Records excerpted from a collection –
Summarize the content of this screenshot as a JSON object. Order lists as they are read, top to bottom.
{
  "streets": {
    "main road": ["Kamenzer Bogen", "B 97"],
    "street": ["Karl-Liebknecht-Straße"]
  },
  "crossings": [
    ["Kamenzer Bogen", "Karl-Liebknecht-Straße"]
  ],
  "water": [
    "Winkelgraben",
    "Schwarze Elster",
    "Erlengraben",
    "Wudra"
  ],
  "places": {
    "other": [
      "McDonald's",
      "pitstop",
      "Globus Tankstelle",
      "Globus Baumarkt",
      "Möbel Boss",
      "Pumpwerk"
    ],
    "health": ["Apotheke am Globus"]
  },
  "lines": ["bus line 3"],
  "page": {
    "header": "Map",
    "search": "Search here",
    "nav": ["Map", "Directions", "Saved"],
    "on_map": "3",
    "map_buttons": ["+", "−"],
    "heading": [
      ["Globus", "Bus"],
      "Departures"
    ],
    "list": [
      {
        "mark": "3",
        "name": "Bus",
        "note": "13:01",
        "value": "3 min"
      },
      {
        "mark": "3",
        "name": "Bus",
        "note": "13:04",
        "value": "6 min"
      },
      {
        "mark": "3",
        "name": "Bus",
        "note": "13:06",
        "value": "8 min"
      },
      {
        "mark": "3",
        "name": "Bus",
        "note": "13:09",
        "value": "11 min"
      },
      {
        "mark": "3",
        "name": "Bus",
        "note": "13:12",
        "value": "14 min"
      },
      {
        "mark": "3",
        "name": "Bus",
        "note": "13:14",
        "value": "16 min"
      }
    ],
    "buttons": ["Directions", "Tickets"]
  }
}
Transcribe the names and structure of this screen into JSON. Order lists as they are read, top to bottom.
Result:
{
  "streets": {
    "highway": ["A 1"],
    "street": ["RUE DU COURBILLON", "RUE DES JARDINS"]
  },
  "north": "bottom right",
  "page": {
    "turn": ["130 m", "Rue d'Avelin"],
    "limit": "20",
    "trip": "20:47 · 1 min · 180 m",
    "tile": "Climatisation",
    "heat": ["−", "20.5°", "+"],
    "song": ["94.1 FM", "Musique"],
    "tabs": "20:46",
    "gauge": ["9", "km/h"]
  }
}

What you will do – Line by line, copy the records exactly.

Written answer –
Summarize the content of this screenshot as a JSON object. Order lists as they are read, top to bottom.
{
  "streets": {
    "main road": ["Kamenzer Bogen", "B 97"],
    "street": ["Karl-Liebknecht-Straße"]
  },
  "crossings": [
    ["Kamenzer Bogen", "Karl-Liebknecht-Straße"]
  ],
  "water": [
    "Winkelgraben",
    "Schwarze Elster",
    "Erlengraben",
    "Wudra"
  ],
  "places": {
    "other": [
      "McDonald's",
      "pitstop",
      "Globus Tankstelle",
      "Globus Baumarkt",
      "Möbel Boss",
      "Pumpwerk"
    ],
    "health": ["Apotheke am Globus"]
  },
  "lines": ["bus line 3"],
  "page": {
    "header": "Map",
    "search": "Search here",
    "nav": ["Map", "Directions", "Saved"],
    "on_map": "3",
    "map_buttons": ["+", "−"],
    "heading": [
      ["Globus", "Bus"],
      "Departures"
    ],
    "list": [
      {
        "mark": "3",
        "name": "Bus",
        "note": "13:01",
        "value": "3 min"
      },
      {
        "mark": "3",
        "name": "Bus",
        "note": "13:04",
        "value": "6 min"
      },
      {
        "mark": "3",
        "name": "Bus",
        "note": "13:06",
        "value": "8 min"
      },
      {
        "mark": "3",
        "name": "Bus",
        "note": "13:09",
        "value": "11 min"
      },
      {
        "mark": "3",
        "name": "Bus",
        "note": "13:12",
        "value": "14 min"
      },
      {
        "mark": "3",
        "name": "Bus",
        "note": "13:14",
        "value": "16 min"
      }
    ],
    "buttons": ["Directions", "Tickets"]
  }
}
Transcribe the names and structure of this screen into JSON. Order lists as they are read, top to bottom.
Result:
{
  "streets": {
    "highway": ["A 1"],
    "street": ["RUE DU COURBILLON", "RUE DES JARDINS"]
  },
  "north": "bottom right",
  "page": {
    "turn": ["130 m", "Rue d'Avelin"],
    "limit": "20",
    "trip": "20:47 · 1 min · 180 m",
    "tile": "Climatisation",
    "heat": ["−", "20.5°", "+"],
    "song": ["94.1 FM", "Musique"],
    "tabs": "20:46",
    "gauge": ["9", "km/h"]
  }
}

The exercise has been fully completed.